SAYEGH: Actually I do. It’s a form of perceptual artificial intelligence. It makes you think that it has its own way of understanding and communicating though its actions based on a wide range of data sources. In this process, we are mining multiple large sources of data in various forms — numbers, text, emojis, audio feeds — looking at different criteria we have to work with, and designing the experience based on how the data can be interpreted. In the end, it hums and vibrates and responds to vibrations around it, all the while quietly collecting and processing what’s going on in the city. So yes, it’s perceptual AI in manifest.
GSD: What are some of the general reactions you’ve had to “PULSUS” so far?

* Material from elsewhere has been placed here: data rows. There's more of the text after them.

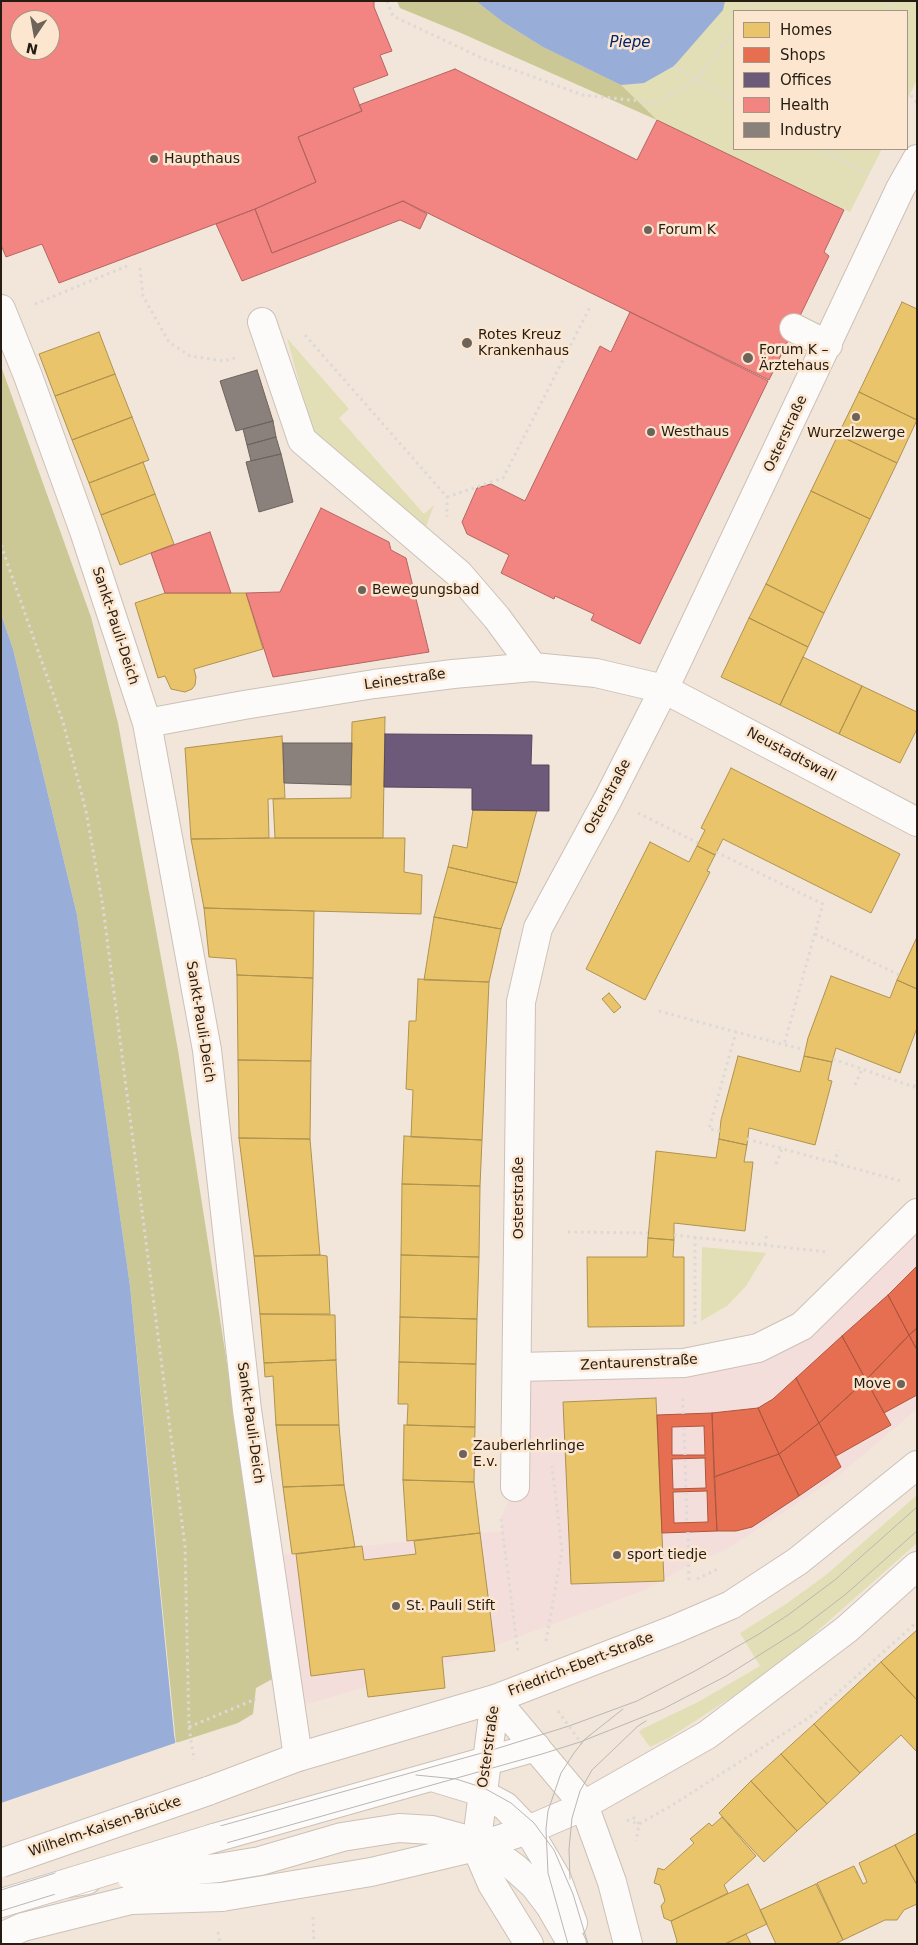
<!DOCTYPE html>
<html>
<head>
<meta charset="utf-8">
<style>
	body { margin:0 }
	#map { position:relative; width:918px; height:1945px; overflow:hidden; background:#f2e6da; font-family:"DejaVu Sans",sans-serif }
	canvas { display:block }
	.frame { position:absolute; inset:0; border:2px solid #251c12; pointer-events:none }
	.legend { position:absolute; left:733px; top:10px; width:175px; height:140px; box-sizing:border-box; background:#fce6cf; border:1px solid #a69583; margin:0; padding:6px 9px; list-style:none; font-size:15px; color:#251c12 }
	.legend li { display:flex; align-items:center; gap:10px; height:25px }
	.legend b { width:25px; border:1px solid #a69583 }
	.north { position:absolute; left:10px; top:10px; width:50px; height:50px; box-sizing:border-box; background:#fce6cf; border:1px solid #a69583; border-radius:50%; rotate:192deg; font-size:14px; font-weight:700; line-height:20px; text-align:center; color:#251c12 }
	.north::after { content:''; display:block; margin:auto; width:18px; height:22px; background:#6d6358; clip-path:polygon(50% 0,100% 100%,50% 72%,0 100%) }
</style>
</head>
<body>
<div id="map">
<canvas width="918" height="1945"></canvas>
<div class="frame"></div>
<ul class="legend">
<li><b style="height:14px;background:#e9c46a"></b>Homes</li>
<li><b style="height:14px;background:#e76f51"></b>Shops</li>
<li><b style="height:14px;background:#6d597a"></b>Offices</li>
<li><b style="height:14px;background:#f28482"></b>Health</li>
<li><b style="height:14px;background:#8a817c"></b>Industry</li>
</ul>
<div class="north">N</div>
</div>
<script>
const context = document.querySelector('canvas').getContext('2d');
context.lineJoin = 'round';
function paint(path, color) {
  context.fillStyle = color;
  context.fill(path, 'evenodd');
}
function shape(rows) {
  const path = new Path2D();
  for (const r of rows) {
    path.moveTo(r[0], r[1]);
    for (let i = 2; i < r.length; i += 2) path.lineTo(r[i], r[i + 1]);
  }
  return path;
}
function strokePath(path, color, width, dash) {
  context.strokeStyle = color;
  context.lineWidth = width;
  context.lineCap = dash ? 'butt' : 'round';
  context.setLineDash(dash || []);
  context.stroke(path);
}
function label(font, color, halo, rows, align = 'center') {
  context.font = font + ' "DejaVu Sans",sans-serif';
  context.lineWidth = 5;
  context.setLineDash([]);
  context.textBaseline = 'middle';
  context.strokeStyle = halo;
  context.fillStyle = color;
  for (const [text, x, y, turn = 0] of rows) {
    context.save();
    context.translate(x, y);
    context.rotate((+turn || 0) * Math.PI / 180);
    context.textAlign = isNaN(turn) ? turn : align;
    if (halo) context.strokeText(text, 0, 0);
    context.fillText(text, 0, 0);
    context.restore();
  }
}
paint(shape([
	[917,1213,917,1409,836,1478,729,1548,689,1565,645,1590,448,1663,281,1712,256,1558,502,1531,501,1517,515,1487,518,1367,758,1348]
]), '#f3dedb');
paint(shape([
	[397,1,917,1,917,80,907,100,907,11,734,11,734,149,882,149,850,212,657,120,461,33,400,8],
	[287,338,349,409,339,418,424,514,434,505,426,527,312,430],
	[702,1247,766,1253,746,1286,727,1306,701,1321],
	[917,1495,917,1543,787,1658,732,1697,669,1738,650,1747,639,1732,642,1729,698,1702,760,1666,740,1633,786,1604,826,1575]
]), '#e2dfb6');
paint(shape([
	[397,1,476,1,503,22,543,47,621,85,657,120,461,33,400,8],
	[1,366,91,617,118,723,178,1050,276,1677,256,1688,253,1714,238,1723,176,1743,130,1286,77,915,13,649,1,614]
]), '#ccc896');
paint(shape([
	[476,1,725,1,723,10,674,66,644,83,621,85,543,47,503,22],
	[1,614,13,649,77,915,130,1286,174,1734,208,1944,1,1944]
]), '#98add7');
paint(shape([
	[178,1742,211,1944,1,1944,1,1803]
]), '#f2e6da');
const homes = shape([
	[902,302,917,309,917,420,859,392,902,302],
	[99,332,115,374,55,396,39,354,99,332],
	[115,374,132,417,72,440,55,396,115,374],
	[859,392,917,420,897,463,838,435,859,392],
	[132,417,149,460,89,483,72,440,132,417],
	[838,435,897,463,870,519,811,491,838,435],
	[143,462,155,494,101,515,89,483,143,462],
	[811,491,870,519,824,613,766,584,811,491],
	[155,494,174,544,120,565,101,515,155,494],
	[766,584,824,613,808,647,749,618,766,584],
	[165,593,246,593,263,649,194,669,196,677,195,685,192,689,185,692,171,689,165,676,158,678,135,603,165,593],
	[749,618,808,647,780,705,721,677,749,618],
	[803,657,862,686,839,734,780,705,803,657],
	[862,686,917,712,917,729,900,763,839,734,862,686],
	[385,717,383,838,275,838,273,799,351,798,352,722,385,717],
	[282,736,285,798,268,799,269,838,191,839,185,748,282,736],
	[731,768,900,854,871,913,723,839,715,855,697,846,705,830,701,828,731,768],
	[473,810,537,810,517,883,448,867,453,845,467,848,473,810],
	[275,838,405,838,404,872,422,875,421,914,204,908,191,839,275,838],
	[650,842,689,862,697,846,715,855,707,871,710,872,645,1000,586,969,650,842],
	[448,867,517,883,501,929,434,917,448,867],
	[204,908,314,911,313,978,237,975,236,959,209,957,204,908],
	[434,917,501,929,489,982,424,980,434,917],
	[917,937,917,989,897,980,917,937],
	[237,975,313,978,311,1061,238,1060,237,975],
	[831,976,890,998,897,980,917,989,917,1028,900,1073,836,1048,832,1062,804,1056,808,1038,831,976],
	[418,979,489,982,482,1140,411,1137,413,1090,406,1089,409,1021,416,1021,418,979],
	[609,993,621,1007,614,1013,602,999,609,993],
	[738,1056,800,1072,804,1056,832,1062,828,1080,832,1081,815,1145,749,1128,747,1145,719,1139,721,1120,738,1056],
	[238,1060,311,1061,310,1139,239,1138,238,1060],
	[404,1136,482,1140,480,1186,402,1184,404,1136],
	[239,1138,310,1139,320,1255,254,1256,239,1138],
	[719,1139,747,1145,744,1162,753,1162,745,1231,674,1223,674,1240,648,1238,656,1151,716,1158,719,1139],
	[402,1184,480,1186,479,1257,401,1255,402,1184],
	[648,1238,674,1240,673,1257,684,1257,684,1326,588,1327,587,1257,647,1257,648,1238],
	[320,1255,327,1256,330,1314,260,1314,254,1256,320,1255],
	[401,1255,479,1257,477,1319,400,1317,401,1255],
	[260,1314,335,1315,336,1360,264,1363,260,1314],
	[400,1317,477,1319,476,1364,399,1362,400,1317],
	[336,1360,339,1425,276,1425,273,1376,265,1377,264,1363,336,1360],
	[399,1362,476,1364,475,1427,407,1425,408,1404,398,1404,399,1362],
	[656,1398,664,1581,571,1584,563,1402,656,1398],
	[276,1425,339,1425,344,1485,283,1487,276,1425],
	[404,1425,475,1427,474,1482,403,1480,404,1425],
	[403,1480,474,1482,480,1533,407,1541,403,1480],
	[344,1485,355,1547,292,1554,283,1487,344,1485],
	[480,1533,495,1651,442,1657,445,1688,368,1697,364,1669,311,1676,296,1554,362,1546,364,1560,416,1554,414,1541,480,1533],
	[917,1630,917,1700,881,1662,917,1630],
	[881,1662,917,1700,917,1752,901,1735,860,1773,814,1724,881,1662],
	[814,1724,860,1773,827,1804,781,1754,814,1724],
	[781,1754,827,1804,797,1831,751,1781,781,1754],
	[751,1781,797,1831,764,1862,719,1813,751,1781],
	[722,1817,756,1856,724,1885,728,1893,671,1921,664,1918,661,1906,665,1901,660,1885,654,1883,658,1868,664,1870,694,1843,690,1839,709,1823,712,1826,722,1817],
	[917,1833,917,1885,895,1845,917,1833],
	[895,1845,917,1885,917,1904,904,1910,897,1920,885,1920,843,1940,817,1883,854,1866,863,1884,867,1882,859,1863,895,1845],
	[748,1884,767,1924,725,1944,676,1944,677,1941,671,1921,748,1884],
	[816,1884,843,1940,835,1944,776,1944,760,1910,816,1884],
	[746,1934,751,1944,725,1944,746,1934]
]);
paint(homes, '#e9c46a');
strokePath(homes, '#ae9250', 1);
const shops = shape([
	[917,1266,917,1328,909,1335,888,1295,917,1266],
	[888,1295,909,1335,866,1380,842,1336,888,1295],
	[917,1328,917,1350,909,1335,917,1328],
	[909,1335,917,1350,917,1395,884,1413,866,1380,909,1335],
	[842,1336,866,1380,819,1423,796,1378,842,1336],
	[796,1378,819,1423,779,1454,758,1408,773,1399,796,1378],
	[866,1380,891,1425,836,1456,819,1423,866,1380],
	[758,1408,779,1454,714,1477,712,1413,758,1408],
	[712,1413,717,1531,662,1533,657,1415,712,1413],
	[704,1426,705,1455,672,1455,672,1427,704,1426],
	[705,1458,706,1488,673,1489,672,1459,705,1458],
	[707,1491,708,1522,674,1523,673,1492,707,1491],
	[819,1423,841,1467,799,1496,779,1454,819,1423],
	[779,1454,799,1496,752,1527,736,1531,717,1531,714,1477,779,1454]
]);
paint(shops, '#e76f51');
strokePath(shops, '#ad563e', 1);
const offices = shape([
	[385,734,532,735,531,765,549,765,549,811,472,810,472,788,384,787,385,734]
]);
paint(offices, '#6d597a');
strokePath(offices, '#57475b', 1);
const health = shape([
	[1,1,374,1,374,7,392,51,380,55,388,75,353,88,362,111,298,137,316,182,255,209,59,283,42,244,6,257,1,245,1,1],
	[20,20,50,20,50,50,20,50,20,20],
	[455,69,637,160,657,120,844,210,824,252,829,256,769,380,403,201,272,253,255,209,316,182,298,137,362,111,359,105,455,69],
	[403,201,427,214,420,229,400,220,242,281,216,224,255,209,272,253,403,201],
	[630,312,768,381,640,644,591,620,594,614,555,596,554,599,501,573,509,555,467,534,462,522,477,488,491,484,525,501,600,346,611,352,630,312],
	[321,508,389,542,391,550,406,558,429,652,273,677,246,593,280,592,321,508],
	[210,532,231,593,165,593,151,553,210,532]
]);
paint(health, '#f28482');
strokePath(health, '#b46560', 1);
const industry = shape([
	[257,370,273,421,236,431,220,381,257,370],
	[273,421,276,437,247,445,243,429,273,421],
	[276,437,281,454,251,461,247,445,276,437],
	[281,454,293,502,259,512,246,462,281,454],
	[283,743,352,743,351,785,284,783,283,743]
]);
paint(industry, '#8a817c');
strokePath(industry, '#6c635c', 1);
const minor = shape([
	[1,309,28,376,84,531,147,723,207,1050,247,1410,298,1757],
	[262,322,302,440,459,574,497,618,533,667],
	[794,328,828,345],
	[147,723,244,705,374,684,453,674,533,667,596,673,664,689,917,822],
	[518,1367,684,1363,758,1348,802,1326,917,1213],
	[515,1487,521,1002,538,928,608,799,664,689,900,189,917,159],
	[432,1777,475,1790,505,1806,528,1830,546,1860,557,1879,573,1923],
	[214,1838,536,1747],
	[218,1868,260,1861,342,1837,399,1828,432,1830,465,1839,490,1850,514,1867,534,1885,550,1906,572,1944],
	[1,1903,64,1884,87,1880]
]);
const major = shape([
	[495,1699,584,1805,612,1882,628,1944],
	[495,1699,476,1847,492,1884,529,1944],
	[208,1791,298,1757,495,1699,673,1630,731,1605,798,1561,917,1465],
	[222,1897,371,1872,476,1847,528,1830,575,1810,707,1735,847,1629,917,1566]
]);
strokePath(minor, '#ccc1b7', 30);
strokePath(major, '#ccc1b7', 30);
strokePath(shape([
	[387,1,393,16,484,59,583,95,659,103,697,79,734,32],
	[889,1,890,11],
	[748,11,754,1],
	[674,66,734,101],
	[907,90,917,103],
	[820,149,869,174],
	[140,268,143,296,169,342,190,356,224,361,238,357],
	[35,304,127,266],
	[305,335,447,497,447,517],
	[447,497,503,478,591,305],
	[1,545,63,722,86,811,103,907,185,1546,189,1727,194,1760],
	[638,813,698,843],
	[716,852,823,904,784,1045],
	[815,934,899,975],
	[659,1011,736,1032],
	[833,1059,917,1088],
	[855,1085,862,1069],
	[914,1087,917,1080],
	[720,1131,709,1129,736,1032,805,1050],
	[747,1139,901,1181],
	[834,1163,838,1150],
	[776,1164,782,1149],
	[568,1232,648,1233],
	[674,1235,827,1252],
	[695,1237,695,1324],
	[765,1245,767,1232],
	[683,1414,683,1397],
	[684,1427,685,1455],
	[685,1459,686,1488],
	[686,1492,687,1523],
	[501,1519,518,1652],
	[688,1532,689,1582],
	[697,1579,720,1568],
	[546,1641,562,1551,552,1466],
	[558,1711,582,1744],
	[189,1727,256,1699],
	[633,1817,639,1824,636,1841],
	[627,1820,639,1824,674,1804,813,1715,917,1622],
	[313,1917,314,1944],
	[218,1932,220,1944]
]), '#ddd9d6', 3, [2.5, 4]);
strokePath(minor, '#fdfbf9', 28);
strokePath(major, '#fdfbf9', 28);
strokePath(shape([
	[416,1775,456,1779,484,1788,511,1803,534,1823,554,1850,573,1894,588,1944],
	[570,1879,569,1849,572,1818,580,1791,592,1770,638,1726,646,1721],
	[1,1890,84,1864,489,1751,569,1726,637,1701,695,1671,759,1634,788,1615,836,1579,917,1507],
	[1,1911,152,1864,542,1754,580,1742,663,1709,726,1676,799,1630,846,1594,917,1531],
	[568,1944,548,1873,546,1829,548,1811,561,1773,574,1753,585,1739,623,1709]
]), '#b9b6b3', 1);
const minorBridge = shape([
	[131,1876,218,1868],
	[64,1884,214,1838]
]);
const majorBridge = shape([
	[1,1863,208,1791],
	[1,1937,23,1927,131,1900,222,1897]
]);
strokePath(minorBridge, '#ccc1b7', 30, []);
strokePath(majorBridge, '#ccc1b7', 30, []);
strokePath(minorBridge, '#fdfbf9', 28);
strokePath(majorBridge, '#fdfbf9', 28);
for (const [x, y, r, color] of [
	[154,159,5,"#6d6358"],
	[648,230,5,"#6d6358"],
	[467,343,6,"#6d6358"],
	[748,358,6,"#6d6358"],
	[856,417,5,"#6d6358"],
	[651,432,5,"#6d6358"],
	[362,590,5,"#6d6358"],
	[901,1384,5,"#6d6358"],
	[463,1454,5,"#6d6358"],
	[617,1555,5,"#6d6358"],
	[396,1606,5,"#6d6358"]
]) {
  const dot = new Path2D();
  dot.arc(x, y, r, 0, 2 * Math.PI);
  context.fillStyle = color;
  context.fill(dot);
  strokePath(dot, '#fce6cf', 2);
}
label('14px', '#251c12', '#fce6cf', [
	["Haupthaus",164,159],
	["Forum K",658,230],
	["Rotes Kreuz",478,335],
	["Krankenhaus",478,351],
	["Forum K –",759,350],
	["Ärztehaus",759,366],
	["Westhaus",661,432],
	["Wurzelzwerge",856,433,"center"],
	["Bewegungsbad",372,590],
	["Move",891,1384,"right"],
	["Zauberlehrlinge",473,1446],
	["E.v.",473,1462],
	["sport tiedje",627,1555],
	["St. Pauli Stift",406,1606]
], 'left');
label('14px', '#251c12', '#fce6cf', [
	["Osterstraße",786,434,-65],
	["Sankt-Pauli-Deich",115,626,72],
	["Leinestraße",405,680,-8],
	["Neustadtswall",791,755,28],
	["Osterstraße",608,797,-62],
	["Sankt-Pauli-Deich",200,1022,81],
	["Osterstraße",519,1198,-90],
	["Zentaurenstraße",639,1363,-3],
	["Sankt-Pauli-Deich",250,1423,82],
	["Friedrich-Ebert-Straße",581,1665,-21],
	["Osterstraße",489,1747,-82],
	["Wilhelm-Kaisen-Brücke",105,1827,-19]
]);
label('italic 15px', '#01246e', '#fce6cf', [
	["Piepe",630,43]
]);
</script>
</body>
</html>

SAYEGH: In a funny way it feels like some sort of a Rorschach test. People usually tend to project their current socio-political take on different issues. I’ve heard everything from references to climate change to molten political sculptures. When you put in front of someone an object that does not fit into a specific mold, it tends to bring up all sorts of interesting interpretations. So then they experience it, they hear it, they feel it, and they end up spending a bit of time with it, which was the intention of the piece: an invitation to an experientially meditative moment.
“When you put in front of someone an object that does not fit into a specific mold, it tends to bring up all sorts of interesting interpretations.”
This interview has been edited for clarity and length.